Character Analysis

Mathias is a Maltese Christian who's in l-o-v-e with Abigail. Even though his mother, Katherine, isn't keen on having her son marry a Jewish girl, Mathias is still dead set on marrying his daughter.

Our boy Mathias has the rare distinction in this play of being totally innocent. Really—this guy doesn't do anything wrong; he just gets caught up in Barabas's plots. Out of Mathias and Lodowick, it's Mathias's death that matters more. When Abigail finds out about how the two men died, she gets a little ticked off at her dad:

Admit thou lov'dst not Lodowick for his sin,
Yet Don Mathias ne'er offended thee.
But thou wert set upon extreme revenge
Because the Prior disposed thee once,
And couldst not venge it but upon his son,
Nor on his son but by Mathias's means,
Nor on Mathias but by murdering me.
(3.3.40-46)

In other words, Abigail points out that Lodowick was understandably on Barabas's hit list because he's the son of hisenemy Ferneze.
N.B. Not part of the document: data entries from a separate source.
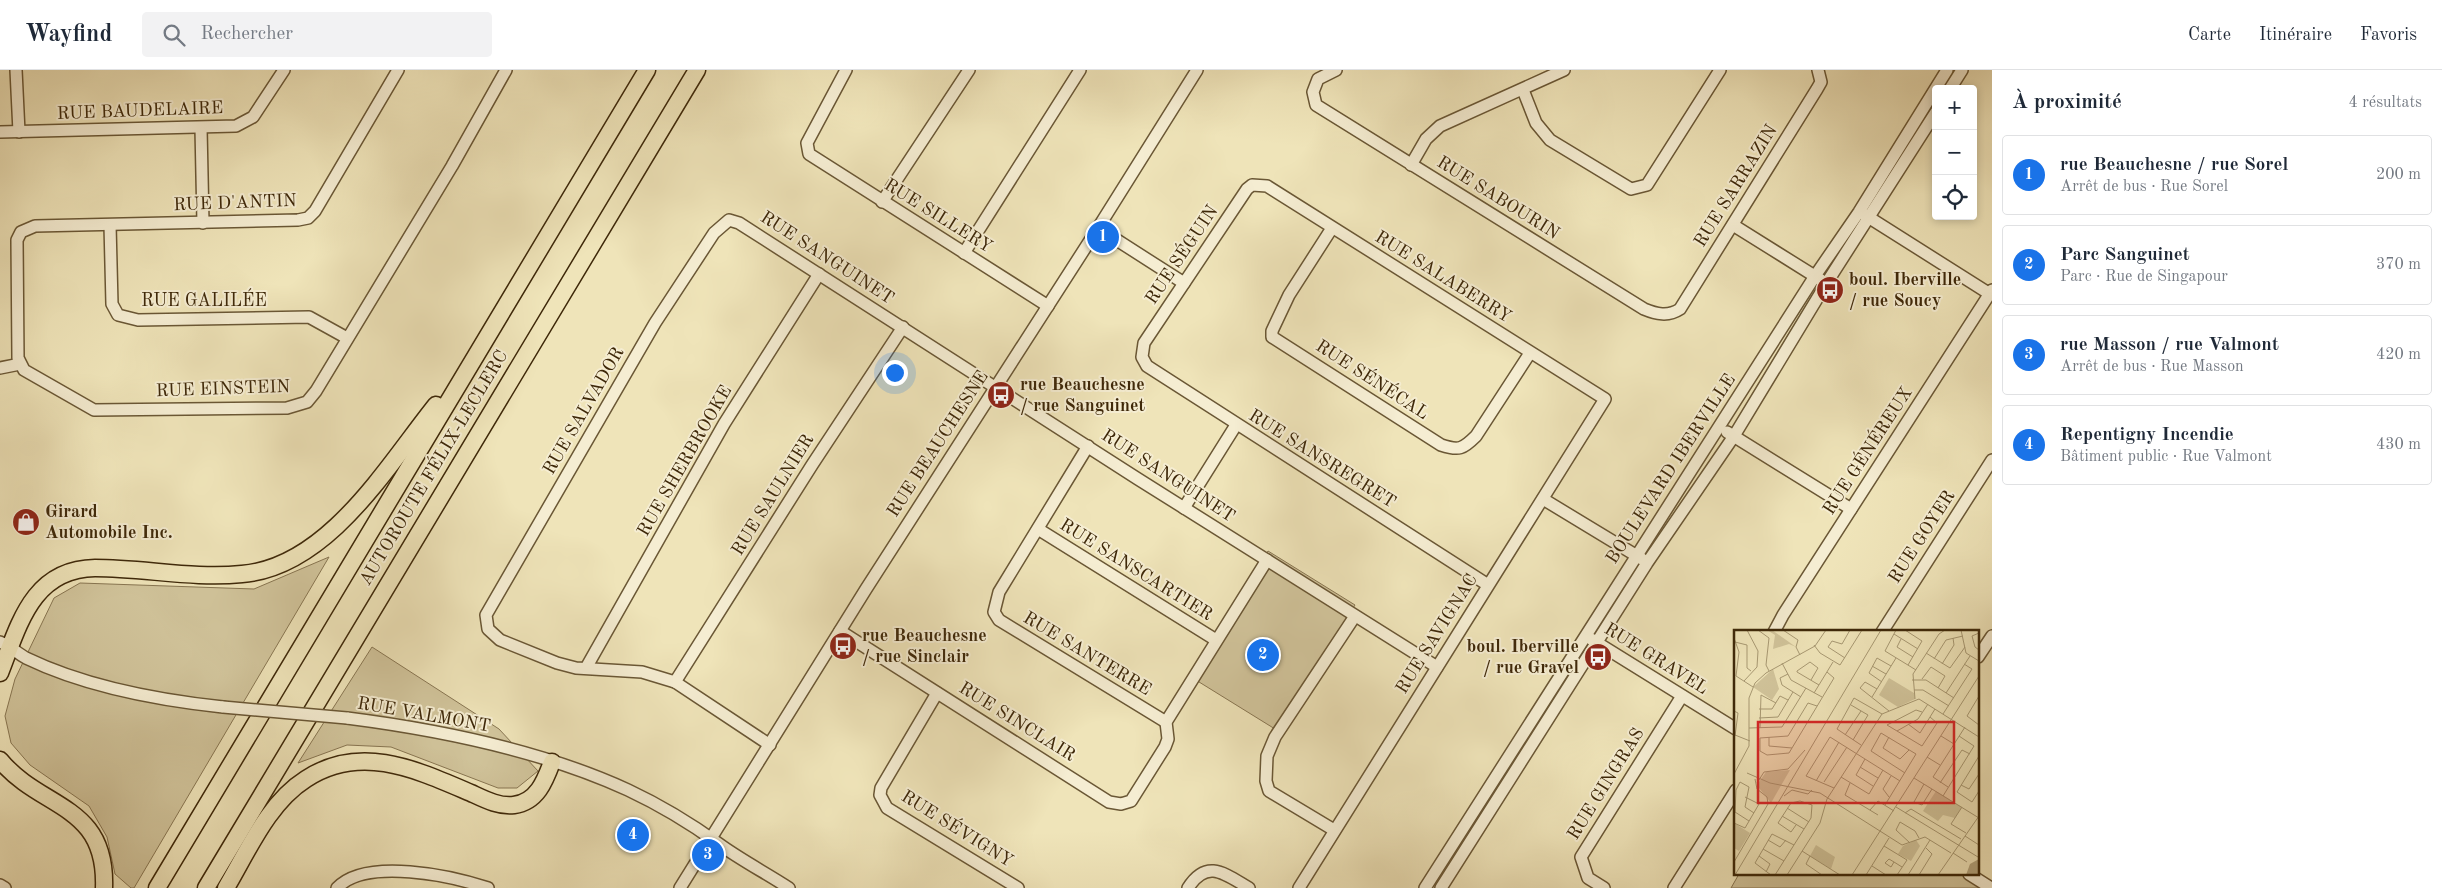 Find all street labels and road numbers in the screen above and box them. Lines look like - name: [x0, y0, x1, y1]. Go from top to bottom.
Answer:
- street label: RUE BAUDELAIRE: [57, 99, 223, 123]
- street label: RUE SARRAZIN: [1691, 122, 1781, 250]
- street label: RUE SABOURIN: [1434, 153, 1563, 243]
- street label: RUE SILLERY: [881, 176, 995, 256]
- street label: RUE D'ANTIN: [173, 192, 297, 214]
- street label: RUE SÉGUIN: [1139, 200, 1222, 308]
- street label: RUE SANGUINET: [757, 208, 897, 308]
- street label: RUE SALABERRY: [1372, 228, 1514, 326]
- street label: RUE GALILÉE: [141, 288, 267, 310]
- street label: RUE SÉNÉCAL: [1312, 334, 1434, 423]
- street label: RUE SALVADOR: [540, 344, 628, 478]
- street label: AUTOROUTE FÉLIX-LECLERC: [353, 345, 512, 589]
- street label: RUE BEAUCHESNE: [884, 368, 992, 520]
- street label: BOULEVARD IBERVILLE: [1603, 371, 1739, 567]
- street label: RUE EINSTEIN: [155, 378, 291, 400]
- street label: RUE GÉNÉREUX: [1817, 381, 1916, 518]
- street label: RUE SHERBROOKE: [634, 382, 736, 540]
- street label: RUE SANSREGRET: [1245, 406, 1399, 512]
- street label: RUE SANGUINET: [1098, 426, 1238, 526]
- street label: RUE SAULNIER: [729, 431, 818, 559]
- street label: RUE GOYER: [1885, 487, 1959, 587]
- street label: RUE SANSCARTIER: [1056, 516, 1216, 624]
- street label: RUE SAVIGNAC: [1393, 571, 1481, 697]
- street label: RUE SANTERRE: [1020, 609, 1154, 699]
- street label: RUE GRAVEL: [1601, 620, 1711, 698]
- street label: RUE SINCLAIR: [956, 679, 1079, 765]
- street label: RUE VALMONT: [356, 694, 492, 736]
- street label: RUE GINGRAS: [1564, 725, 1648, 843]
- street label: RUE SÉVIGNY: [898, 784, 1018, 871] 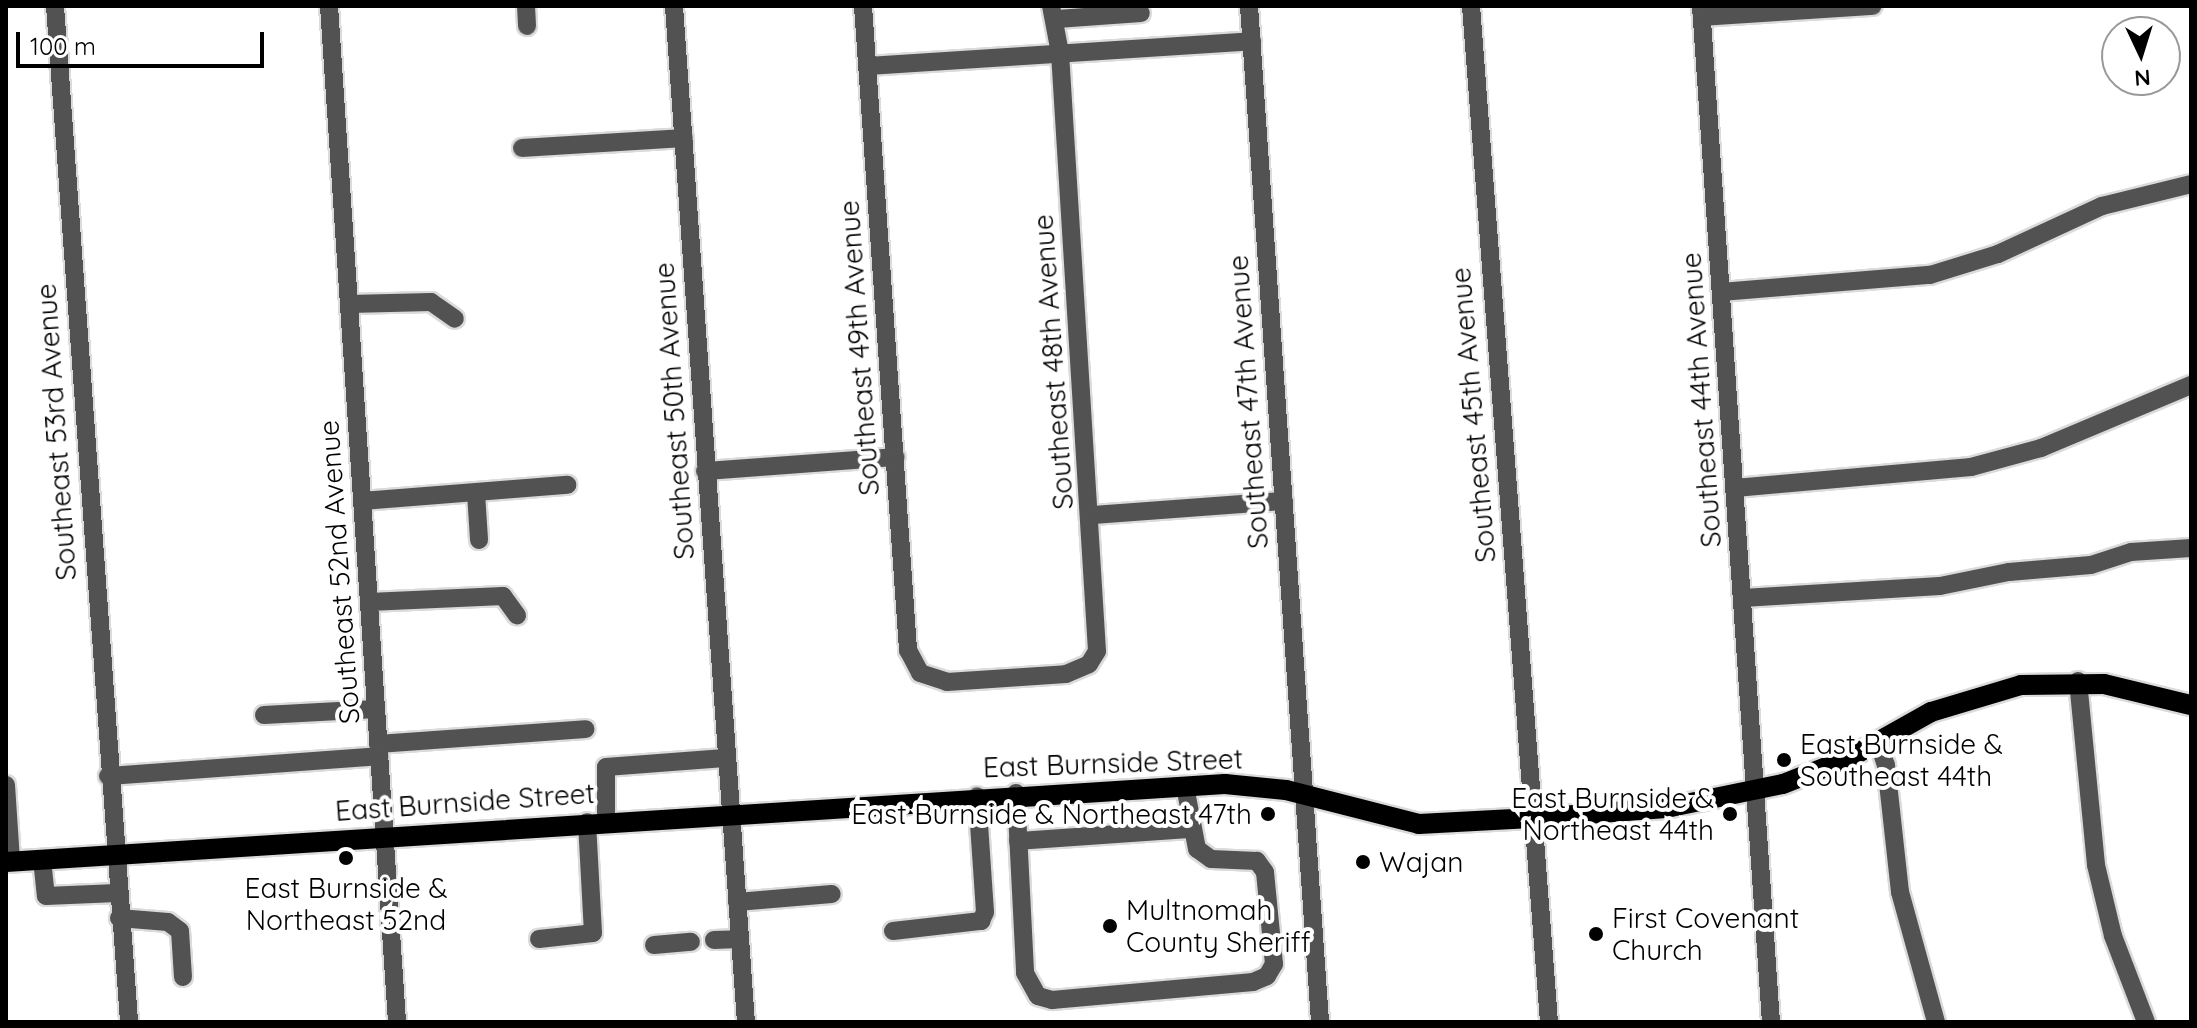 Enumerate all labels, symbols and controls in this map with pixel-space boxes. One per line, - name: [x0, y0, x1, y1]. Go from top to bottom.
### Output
- scale bar: [20, 16, 268, 66]
- north arrow: [2101, 16, 2181, 96]
- text: 100 m: [30, 31, 96, 61]
- text: N: [2133, 63, 2152, 92]
- street label: Southeast 49th Avenue: [832, 199, 886, 497]
- street label: Southeast 48th Avenue: [1026, 213, 1080, 511]
- street label: Southeast 44th Avenue: [1674, 251, 1728, 549]
- street label: Southeast 47th Avenue: [1221, 254, 1275, 550]
- street label: Southeast 50th Avenue: [647, 261, 701, 561]
- street label: Southeast 45th Avenue: [1443, 266, 1503, 564]
- street label: Southeast 53rd Avenue: [29, 282, 83, 582]
- street label: Southeast 52nd Avenue: [312, 419, 366, 725]
- place label: East Burnside & Southeast 44th: [1800, 727, 2003, 793]
- street label: East Burnside Street: [982, 742, 1244, 784]
- marker: East Burnside & Southeast 44th: [1775, 751, 1793, 769]
- street label: East Burnside Street: [334, 776, 596, 828]
- place label: East Burnside & Northeast 44th: [1511, 781, 1714, 847]
- place label: East Burnside & Northeast 47th: [851, 797, 1252, 831]
- marker: East Burnside & Northeast 47th: [1259, 805, 1277, 823]
- marker: East Burnside & Northeast 44th: [1721, 805, 1739, 823]
- place label: Wajan: [1379, 845, 1463, 879]
- marker: East Burnside & Northeast 52nd: [337, 849, 355, 867]
- marker: Wajan: [1354, 853, 1372, 871]
- place label: East Burnside & Northeast 52nd: [245, 871, 447, 937]
- place label: Multnomah County Sheriff: [1126, 893, 1311, 959]
- place label: First Covenant Church: [1612, 901, 1799, 967]
- marker: Multnomah County Sheriff: [1101, 917, 1119, 935]
- marker: First Covenant Church: [1587, 925, 1605, 943]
With the murder of Mathias, though, Barabas is really crossing a line from the land of reasonable revenge to this scary other place where nobody, including Abigail herself, is safe from his plots. So, poor Mathias is basically there to (1) make us feel really sorry for Abigail, and (2) show us how cray-cray Barabas is.

Sorry, dude. It was good to know you.